ACTIVITY ->
Repeat all of the data word for word so that only the pictures are missing from the copy.
====== SOURCE MATERIAL
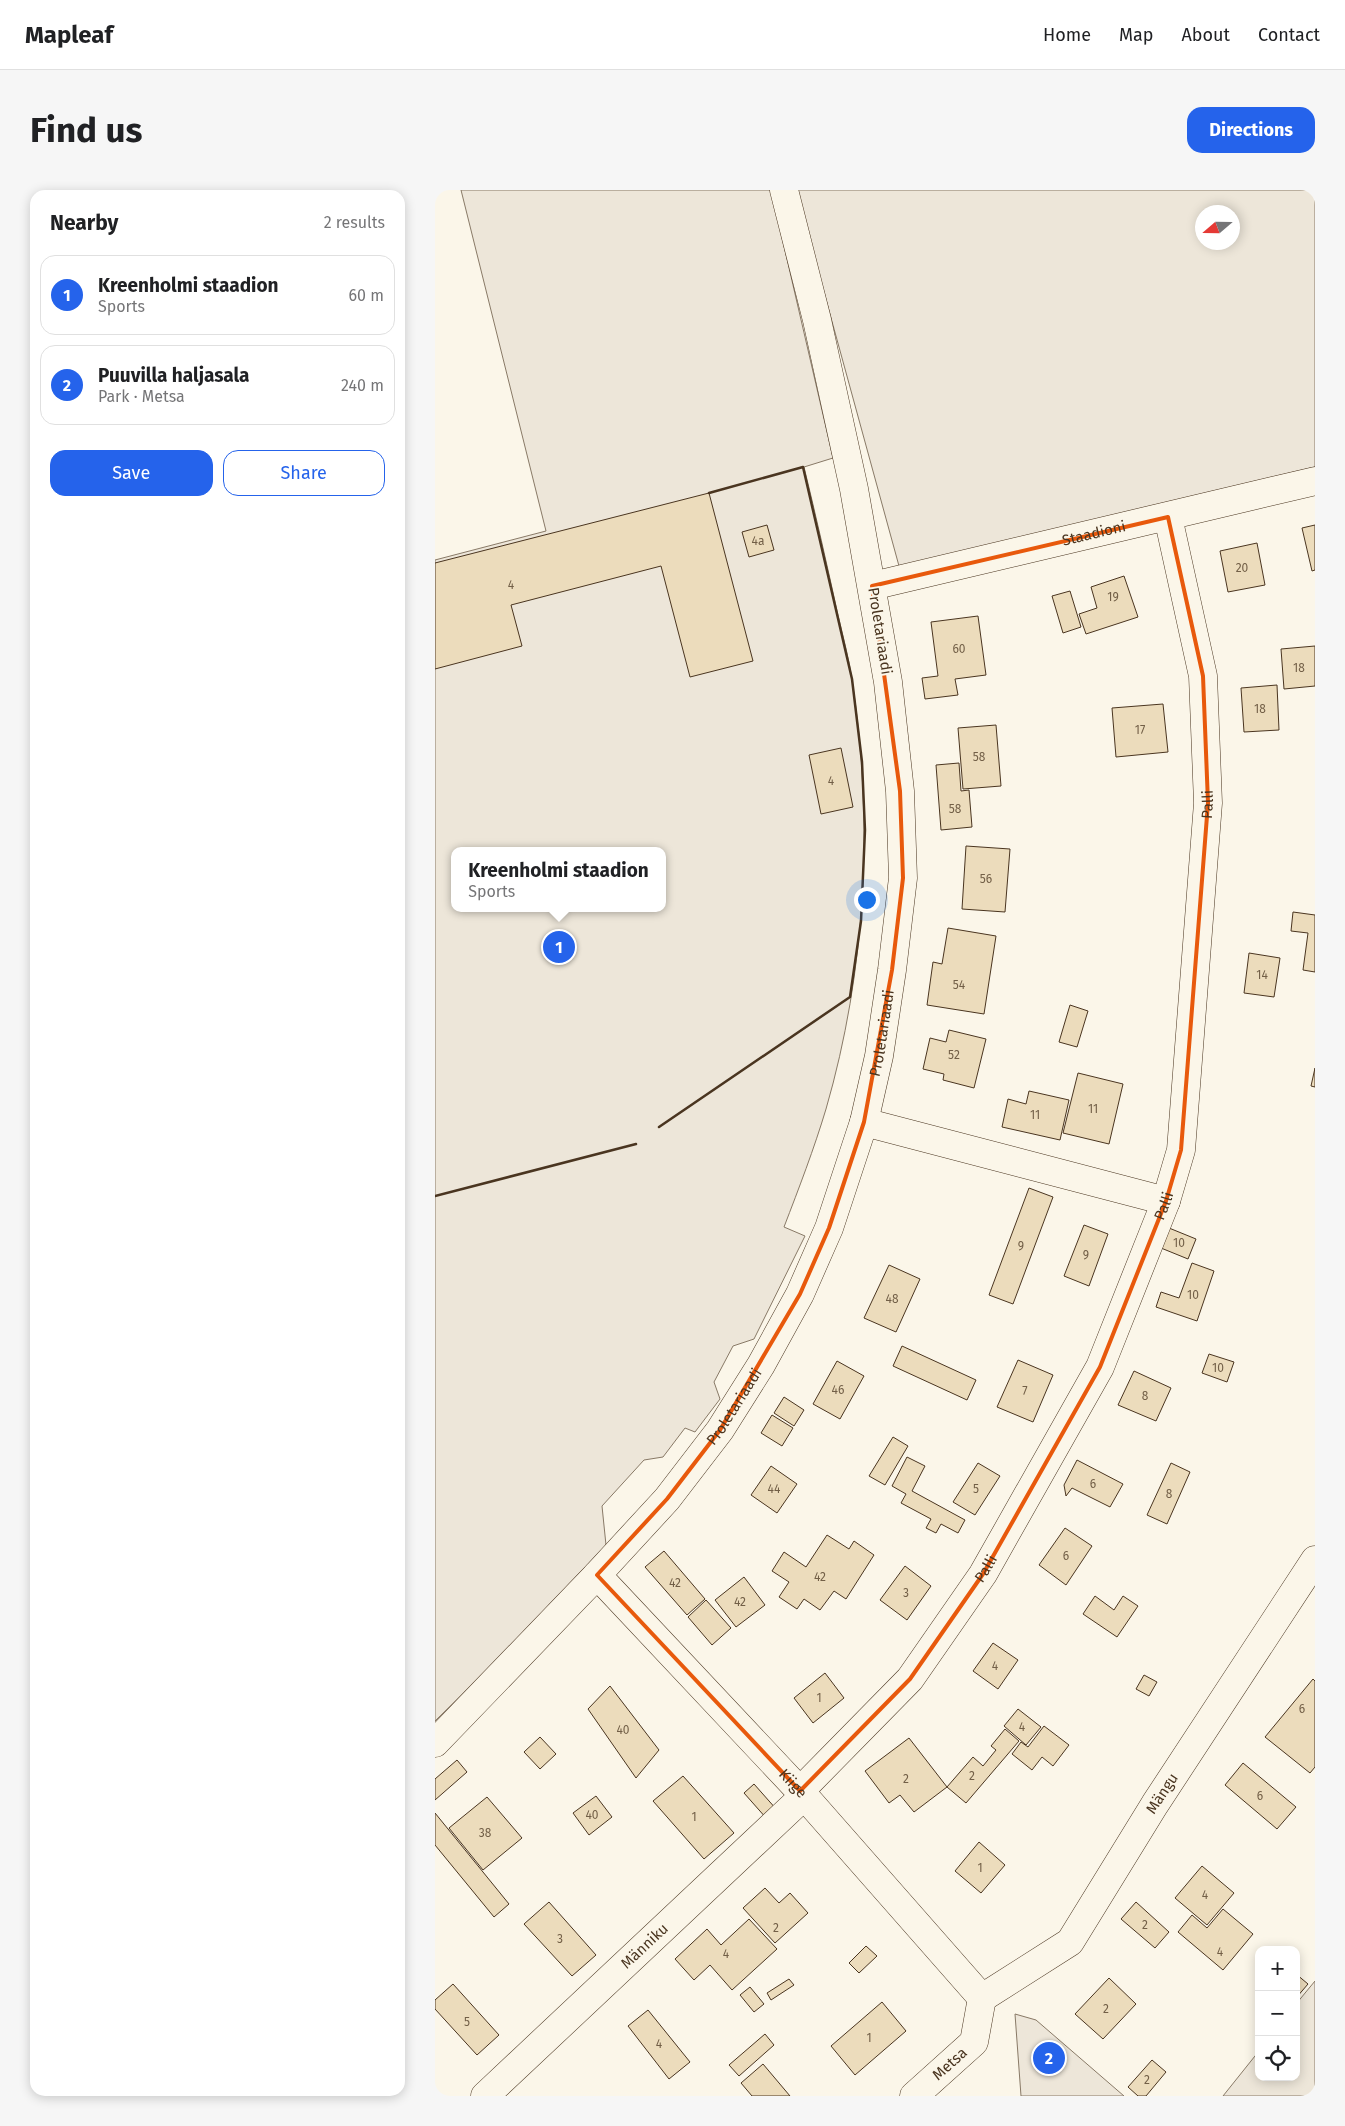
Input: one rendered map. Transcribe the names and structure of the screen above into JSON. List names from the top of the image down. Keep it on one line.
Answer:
{"streets":{"street":["Staadioni","Proletariaadi","Palli","Kiige","Mängu","Männiku","Metsa"]},"crossings":[["Staadioni","Proletariaadi"],["Staadioni","Palli"],["Proletariaadi","Kiige"],["Palli","Kiige"],["Palli","Männiku"],["Kiige","Mängu"],["Kiige","Männiku"],["Kiige","Metsa"],["Mängu","Metsa"]],"house_numbers":["4a","20","4","19","60","18","18","17","58","4","58","56","14","54","52","11","11","10","9","9","10","48","10","46","7","8","6","44","5","8","6","42","42","3","42","4","1","6","4","40","2","2","6","40","1","38","1","4","2","2","3","4","4","2","5","1","4","2"],"north":"left","page":{"header":"Mapleaf","nav":["Home","Map","About","Contact"],"buttons":["Directions",["Save","Share"]],"title":"Find us","heading":["Nearby","2 results"],"list":[{"mark":"1","name":"Kreenholmi staadion","note":"Sports","value":"60 m"},{"mark":"2","name":"Puuvilla haljasala","note":"Park · Metsa","value":"240 m"}],"popup":["Kreenholmi staadion","Sports"],"pins":["1","2"],"map_buttons":["+","−"]}}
============
PROBLEM SOLUTION ->
Input: one rendered map. Transcribe the names and structure of the screen above into JSON. List names from the top of the image down. Keep it on one line.
Answer:
{"streets":{"street":["Staadioni","Proletariaadi","Palli","Kiige","Mängu","Männiku","Metsa"]},"crossings":[["Staadioni","Proletariaadi"],["Staadioni","Palli"],["Proletariaadi","Kiige"],["Palli","Kiige"],["Palli","Männiku"],["Kiige","Mängu"],["Kiige","Männiku"],["Kiige","Metsa"],["Mängu","Metsa"]],"house_numbers":["4a","20","4","19","60","18","18","17","58","4","58","56","14","54","52","11","11","10","9","9","10","48","10","46","7","8","6","44","5","8","6","42","42","3","42","4","1","6","4","40","2","2","6","40","1","38","1","4","2","2","3","4","4","2","5","1","4","2"],"north":"left","page":{"header":"Mapleaf","nav":["Home","Map","About","Contact"],"buttons":["Directions",["Save","Share"]],"title":"Find us","heading":["Nearby","2 results"],"list":[{"mark":"1","name":"Kreenholmi staadion","note":"Sports","value":"60 m"},{"mark":"2","name":"Puuvilla haljasala","note":"Park · Metsa","value":"240 m"}],"popup":["Kreenholmi staadion","Sports"],"pins":["1","2"],"map_buttons":["+","−"]}}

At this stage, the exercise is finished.